Suppose you’re an engineer working on a project to construct the world’s largest bridge (by a wide margin). You’ve been tasked with safety: designing the bridge so that it does not fall down.
One assistant comes along and says “I have reviewed the data on millions of previously-built bridges as well as record-breaking bridges specifically. Extrapolating the data forward, it is unlikely that our bridge will fall down if we just scale-up a standard, traditional design.”
Now, that may be comforting, but I’m still not going to move forward with that bridge design until we’ve actually run some simulations. Indeed, I’d consider the simulations the core part of the bridge-safety-engineer’s job; trying to extrapolate from existing bridges would be at most an interesting side-project.
But if the bridge ends up standing, does it matter whether we were able to guarantee/verify the design or not?

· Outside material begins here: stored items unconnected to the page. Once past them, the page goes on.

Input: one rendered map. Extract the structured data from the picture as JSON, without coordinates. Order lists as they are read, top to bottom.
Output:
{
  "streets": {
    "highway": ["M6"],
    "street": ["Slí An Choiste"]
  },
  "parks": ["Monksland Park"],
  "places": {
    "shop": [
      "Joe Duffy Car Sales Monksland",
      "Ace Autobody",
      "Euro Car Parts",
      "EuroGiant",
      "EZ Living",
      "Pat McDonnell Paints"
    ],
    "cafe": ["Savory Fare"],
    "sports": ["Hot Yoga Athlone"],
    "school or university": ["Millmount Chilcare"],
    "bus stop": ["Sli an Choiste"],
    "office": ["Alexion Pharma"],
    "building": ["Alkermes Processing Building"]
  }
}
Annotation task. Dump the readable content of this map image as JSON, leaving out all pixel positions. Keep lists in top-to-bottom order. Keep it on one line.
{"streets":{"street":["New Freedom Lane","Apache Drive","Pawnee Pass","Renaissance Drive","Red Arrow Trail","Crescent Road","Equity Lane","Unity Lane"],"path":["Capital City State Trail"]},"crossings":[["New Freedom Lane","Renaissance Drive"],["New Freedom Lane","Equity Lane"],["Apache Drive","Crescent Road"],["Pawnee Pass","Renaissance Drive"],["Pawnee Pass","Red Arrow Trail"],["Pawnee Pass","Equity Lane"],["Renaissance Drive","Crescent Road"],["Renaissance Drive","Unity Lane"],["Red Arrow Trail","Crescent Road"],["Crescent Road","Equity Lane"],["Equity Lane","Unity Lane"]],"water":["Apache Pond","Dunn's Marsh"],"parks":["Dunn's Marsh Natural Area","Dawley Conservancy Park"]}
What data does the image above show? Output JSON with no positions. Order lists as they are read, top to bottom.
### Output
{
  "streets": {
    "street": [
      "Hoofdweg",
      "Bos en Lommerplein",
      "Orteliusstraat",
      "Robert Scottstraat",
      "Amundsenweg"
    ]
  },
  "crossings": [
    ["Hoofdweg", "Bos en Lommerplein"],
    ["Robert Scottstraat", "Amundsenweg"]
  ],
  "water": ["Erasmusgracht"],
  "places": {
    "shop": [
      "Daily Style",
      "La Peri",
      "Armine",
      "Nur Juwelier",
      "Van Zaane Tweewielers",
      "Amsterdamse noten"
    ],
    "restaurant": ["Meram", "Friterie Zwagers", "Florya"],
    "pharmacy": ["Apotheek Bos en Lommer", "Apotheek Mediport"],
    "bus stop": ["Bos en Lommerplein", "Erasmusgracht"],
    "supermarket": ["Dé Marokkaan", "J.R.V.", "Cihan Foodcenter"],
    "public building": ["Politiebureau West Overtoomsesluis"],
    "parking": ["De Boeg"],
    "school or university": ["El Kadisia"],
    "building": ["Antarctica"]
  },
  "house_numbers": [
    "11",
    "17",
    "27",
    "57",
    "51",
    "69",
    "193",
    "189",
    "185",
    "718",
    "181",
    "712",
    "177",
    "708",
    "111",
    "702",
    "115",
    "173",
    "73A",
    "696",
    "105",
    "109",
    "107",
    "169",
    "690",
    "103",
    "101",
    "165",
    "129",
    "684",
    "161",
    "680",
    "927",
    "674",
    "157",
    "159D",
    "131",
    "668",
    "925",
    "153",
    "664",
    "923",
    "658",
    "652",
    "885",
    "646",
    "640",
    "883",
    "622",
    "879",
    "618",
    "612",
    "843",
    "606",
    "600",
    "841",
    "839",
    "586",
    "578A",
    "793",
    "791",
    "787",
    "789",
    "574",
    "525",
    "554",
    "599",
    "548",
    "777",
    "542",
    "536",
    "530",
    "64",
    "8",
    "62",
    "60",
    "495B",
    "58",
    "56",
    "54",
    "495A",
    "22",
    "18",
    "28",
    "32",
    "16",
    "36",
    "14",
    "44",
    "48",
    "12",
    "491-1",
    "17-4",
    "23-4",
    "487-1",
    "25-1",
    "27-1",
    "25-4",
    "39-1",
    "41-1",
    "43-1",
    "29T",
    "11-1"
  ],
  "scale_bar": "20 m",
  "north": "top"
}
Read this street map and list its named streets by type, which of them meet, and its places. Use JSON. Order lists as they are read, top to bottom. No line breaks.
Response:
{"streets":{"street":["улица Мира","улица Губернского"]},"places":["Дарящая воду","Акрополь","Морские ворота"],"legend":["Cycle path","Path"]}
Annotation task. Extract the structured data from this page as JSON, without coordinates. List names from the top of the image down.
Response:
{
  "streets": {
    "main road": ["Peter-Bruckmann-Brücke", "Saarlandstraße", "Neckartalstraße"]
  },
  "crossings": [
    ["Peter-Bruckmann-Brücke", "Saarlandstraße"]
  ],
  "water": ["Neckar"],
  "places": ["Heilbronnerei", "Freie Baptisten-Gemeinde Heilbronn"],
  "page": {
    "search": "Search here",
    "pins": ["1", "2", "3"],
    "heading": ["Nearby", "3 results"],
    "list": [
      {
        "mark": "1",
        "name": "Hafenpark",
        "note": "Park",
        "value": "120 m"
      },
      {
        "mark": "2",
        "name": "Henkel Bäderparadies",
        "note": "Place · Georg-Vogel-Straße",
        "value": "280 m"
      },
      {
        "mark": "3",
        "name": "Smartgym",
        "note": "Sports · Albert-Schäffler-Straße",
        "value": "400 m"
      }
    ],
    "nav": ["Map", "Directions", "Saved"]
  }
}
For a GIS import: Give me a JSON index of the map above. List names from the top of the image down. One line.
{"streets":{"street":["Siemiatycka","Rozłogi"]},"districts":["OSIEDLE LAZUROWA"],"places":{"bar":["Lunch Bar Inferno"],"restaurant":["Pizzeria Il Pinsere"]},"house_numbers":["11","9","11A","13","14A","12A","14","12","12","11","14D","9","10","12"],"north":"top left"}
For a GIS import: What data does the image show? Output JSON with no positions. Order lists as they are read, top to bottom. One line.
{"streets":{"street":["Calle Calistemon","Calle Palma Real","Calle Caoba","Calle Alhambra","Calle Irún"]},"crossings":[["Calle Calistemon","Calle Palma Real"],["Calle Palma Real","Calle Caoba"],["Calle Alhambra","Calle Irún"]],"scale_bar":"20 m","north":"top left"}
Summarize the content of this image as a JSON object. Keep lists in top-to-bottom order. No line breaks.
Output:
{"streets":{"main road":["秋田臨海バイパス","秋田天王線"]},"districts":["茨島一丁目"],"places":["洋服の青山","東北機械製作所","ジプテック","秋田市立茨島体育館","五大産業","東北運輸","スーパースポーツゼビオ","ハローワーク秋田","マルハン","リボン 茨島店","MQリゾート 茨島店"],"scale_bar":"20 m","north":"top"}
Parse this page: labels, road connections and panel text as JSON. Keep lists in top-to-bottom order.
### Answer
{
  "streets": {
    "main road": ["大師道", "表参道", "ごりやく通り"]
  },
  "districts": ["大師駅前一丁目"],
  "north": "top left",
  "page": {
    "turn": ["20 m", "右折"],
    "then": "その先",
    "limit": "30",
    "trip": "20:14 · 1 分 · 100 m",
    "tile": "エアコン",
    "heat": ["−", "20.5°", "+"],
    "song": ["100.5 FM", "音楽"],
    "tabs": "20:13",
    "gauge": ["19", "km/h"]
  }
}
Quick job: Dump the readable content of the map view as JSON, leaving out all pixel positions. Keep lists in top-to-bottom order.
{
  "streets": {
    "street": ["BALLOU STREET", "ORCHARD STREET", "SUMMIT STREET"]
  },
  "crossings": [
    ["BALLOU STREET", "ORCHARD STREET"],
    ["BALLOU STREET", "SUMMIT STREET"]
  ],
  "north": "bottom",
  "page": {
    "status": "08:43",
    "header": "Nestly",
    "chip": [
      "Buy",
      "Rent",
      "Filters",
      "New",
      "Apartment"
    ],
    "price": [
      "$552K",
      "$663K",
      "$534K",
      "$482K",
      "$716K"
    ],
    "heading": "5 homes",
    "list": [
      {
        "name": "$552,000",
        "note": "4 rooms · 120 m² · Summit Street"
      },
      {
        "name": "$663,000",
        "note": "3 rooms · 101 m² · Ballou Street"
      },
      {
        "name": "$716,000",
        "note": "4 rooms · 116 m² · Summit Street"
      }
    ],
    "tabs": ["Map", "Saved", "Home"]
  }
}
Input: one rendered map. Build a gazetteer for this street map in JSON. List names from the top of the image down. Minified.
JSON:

The problem is model uncertainty. Simulations of a bridge have very little model uncertainty—if the simulation stands, then we can be pretty darn confident the bridge will stand. Extrapolating from existing data to a record-breaking new system has a lot of model uncertainty. There’s just no way one can ever achieve sufficient levels of confidence with that kind of outside-view reasoning—we need the levels of certainty which come with a detailed, inside-view understanding of the system.
If the world ends up being saved, does it matter whether we were able to “verify” that or not?
Go find an engineer who designs bridges, or buildings, or something. Ask them: if they were designing the world’s largest bridge, would it matter whether they had verified the design was safe, so long as the bridge stood up?
Surely “the whole point of AI safety research” is just to save the world, no? If the world ends up being saved, does it matter whether we were able to “verify” that or not? From my perspective, as a utilitarian, it seems to me that the only relevant question is how some particular intervention/research/etc. affects the probability of AI being good for humanity (or the EV, to be precise). It certainly seems quite useful to be able to verify lots of stuff to achieve that goal, but I think it’s worth being clear that verification is an instrumental goal not a terminal one—and that there might be other possible ways to achieve that terminal goal (understanding empirical questions, for example, as Rohin wanted to do in this thread). At the very least, I certainly wouldn’t go around saying that verification is “the whole point of AI safety research.”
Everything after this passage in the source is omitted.